OVERVIEW: 

Future space system concepts could be enhanced with improved on-board computing resources which can achieve high levels of computational performance, radiation tolerance, and cybersecurity with low size, weight, power, and cost. New solutions for on-board computing with better design practices, component selections, radiation mitigation and testing methods, and other techniques could enable increased autonomy for future space system concepts to operate in harsher space environments with more sophisticated capabilities.

Due to harsh and inaccessible operating environments, embedded systems for spacecraft are subject to many unique challenges and constraints that limit on-orbit computing performance. However, the increasing need for real-time sensor and autonomous processing, coupled with limited communication bandwidth with ground stations, is increasing on-orbit computing demands for next-generation space systems.
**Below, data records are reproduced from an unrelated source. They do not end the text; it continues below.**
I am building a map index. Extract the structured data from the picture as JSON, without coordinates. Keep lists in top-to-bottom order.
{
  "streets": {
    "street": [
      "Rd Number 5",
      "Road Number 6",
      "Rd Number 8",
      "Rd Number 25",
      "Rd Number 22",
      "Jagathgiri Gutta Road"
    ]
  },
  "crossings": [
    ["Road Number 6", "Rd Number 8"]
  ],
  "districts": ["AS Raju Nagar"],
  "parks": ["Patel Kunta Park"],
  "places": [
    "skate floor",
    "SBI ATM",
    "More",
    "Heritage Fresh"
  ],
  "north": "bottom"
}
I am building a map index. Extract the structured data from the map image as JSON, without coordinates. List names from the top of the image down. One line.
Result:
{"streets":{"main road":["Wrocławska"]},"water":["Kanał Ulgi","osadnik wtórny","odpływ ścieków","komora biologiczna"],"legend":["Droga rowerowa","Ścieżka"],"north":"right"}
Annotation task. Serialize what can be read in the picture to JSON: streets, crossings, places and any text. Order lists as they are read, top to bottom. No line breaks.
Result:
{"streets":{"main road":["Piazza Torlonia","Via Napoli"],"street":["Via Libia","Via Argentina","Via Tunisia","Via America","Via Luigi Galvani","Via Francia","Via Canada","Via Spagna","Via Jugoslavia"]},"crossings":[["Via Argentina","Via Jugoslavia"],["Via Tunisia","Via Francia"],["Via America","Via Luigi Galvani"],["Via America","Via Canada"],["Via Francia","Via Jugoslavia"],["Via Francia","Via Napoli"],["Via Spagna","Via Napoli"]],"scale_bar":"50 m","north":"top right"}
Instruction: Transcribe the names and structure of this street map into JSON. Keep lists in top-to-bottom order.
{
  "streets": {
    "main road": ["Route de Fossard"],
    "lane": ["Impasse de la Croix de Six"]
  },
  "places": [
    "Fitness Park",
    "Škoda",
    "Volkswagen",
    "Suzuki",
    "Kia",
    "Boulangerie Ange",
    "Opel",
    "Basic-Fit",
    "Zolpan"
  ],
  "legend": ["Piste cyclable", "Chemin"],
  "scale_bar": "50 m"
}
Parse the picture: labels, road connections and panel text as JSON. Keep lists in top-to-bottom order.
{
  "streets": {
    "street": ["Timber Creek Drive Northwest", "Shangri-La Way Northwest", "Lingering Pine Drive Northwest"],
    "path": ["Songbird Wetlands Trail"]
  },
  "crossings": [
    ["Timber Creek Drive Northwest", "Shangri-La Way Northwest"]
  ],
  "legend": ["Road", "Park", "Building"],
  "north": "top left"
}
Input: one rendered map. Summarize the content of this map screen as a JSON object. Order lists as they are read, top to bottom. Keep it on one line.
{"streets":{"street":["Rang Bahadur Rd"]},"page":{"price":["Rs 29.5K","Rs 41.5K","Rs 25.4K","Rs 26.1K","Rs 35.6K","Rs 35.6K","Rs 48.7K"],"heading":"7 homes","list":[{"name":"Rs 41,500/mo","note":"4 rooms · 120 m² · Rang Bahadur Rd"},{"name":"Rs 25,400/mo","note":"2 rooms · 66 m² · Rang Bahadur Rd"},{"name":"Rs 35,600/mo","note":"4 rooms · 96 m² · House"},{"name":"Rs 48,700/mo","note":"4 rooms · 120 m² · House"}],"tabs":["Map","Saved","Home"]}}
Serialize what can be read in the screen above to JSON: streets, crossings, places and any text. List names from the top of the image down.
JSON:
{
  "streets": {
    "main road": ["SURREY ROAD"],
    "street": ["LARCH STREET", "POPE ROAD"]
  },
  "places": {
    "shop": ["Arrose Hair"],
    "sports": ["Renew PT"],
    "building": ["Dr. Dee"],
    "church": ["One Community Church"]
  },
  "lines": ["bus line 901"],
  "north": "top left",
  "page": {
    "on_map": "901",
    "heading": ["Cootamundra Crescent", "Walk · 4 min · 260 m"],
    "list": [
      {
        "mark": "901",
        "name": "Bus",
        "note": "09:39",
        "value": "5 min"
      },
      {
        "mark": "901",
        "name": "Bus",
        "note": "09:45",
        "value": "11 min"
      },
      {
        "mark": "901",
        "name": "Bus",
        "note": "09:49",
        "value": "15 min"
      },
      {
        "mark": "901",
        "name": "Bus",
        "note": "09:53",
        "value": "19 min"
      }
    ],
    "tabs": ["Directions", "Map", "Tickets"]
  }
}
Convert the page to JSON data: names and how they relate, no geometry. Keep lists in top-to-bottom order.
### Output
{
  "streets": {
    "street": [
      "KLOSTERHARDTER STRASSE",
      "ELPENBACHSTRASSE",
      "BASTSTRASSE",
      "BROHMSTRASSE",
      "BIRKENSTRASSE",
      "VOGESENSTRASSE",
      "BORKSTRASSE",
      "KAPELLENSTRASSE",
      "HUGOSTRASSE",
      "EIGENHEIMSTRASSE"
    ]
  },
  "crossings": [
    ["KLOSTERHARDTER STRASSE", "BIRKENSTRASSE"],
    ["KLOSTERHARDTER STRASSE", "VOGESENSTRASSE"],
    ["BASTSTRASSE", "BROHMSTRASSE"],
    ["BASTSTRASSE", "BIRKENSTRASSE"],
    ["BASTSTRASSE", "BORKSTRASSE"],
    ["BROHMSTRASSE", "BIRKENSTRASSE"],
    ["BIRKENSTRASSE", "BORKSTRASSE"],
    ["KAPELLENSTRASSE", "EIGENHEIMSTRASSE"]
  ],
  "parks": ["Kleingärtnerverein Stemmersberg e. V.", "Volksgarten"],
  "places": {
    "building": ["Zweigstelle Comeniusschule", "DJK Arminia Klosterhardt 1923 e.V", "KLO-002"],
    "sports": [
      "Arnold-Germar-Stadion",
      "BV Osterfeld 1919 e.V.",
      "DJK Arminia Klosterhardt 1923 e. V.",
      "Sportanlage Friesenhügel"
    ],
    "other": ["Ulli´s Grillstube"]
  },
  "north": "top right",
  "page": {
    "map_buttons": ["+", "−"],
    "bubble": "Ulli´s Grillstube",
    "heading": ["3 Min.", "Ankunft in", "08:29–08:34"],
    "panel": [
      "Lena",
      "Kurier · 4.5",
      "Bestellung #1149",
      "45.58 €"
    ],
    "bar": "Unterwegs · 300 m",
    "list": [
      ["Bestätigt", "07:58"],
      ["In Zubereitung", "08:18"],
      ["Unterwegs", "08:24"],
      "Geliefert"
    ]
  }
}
Future space system concepts could be enhanced with improved on-board computing resources which can achieve high levels of computational performance, radiation tolerance, and cybersecurity with low size, weight, power, and cost. In recent years, the commercial space industry has produced a variety of on-board space computing products, typically aimed toward the growing small-satellite market, which attempt to balance the use of high-performance commercial components with supporting radiation-tolerant components and fault-tolerant design techniques. Industry could further improve upon these products with better design practices, component selections, radiation mitigation and testing methods, and other techniques to enable increased autonomy for future space system concepts to operate in harsher space environments with more sophisticated capabilities.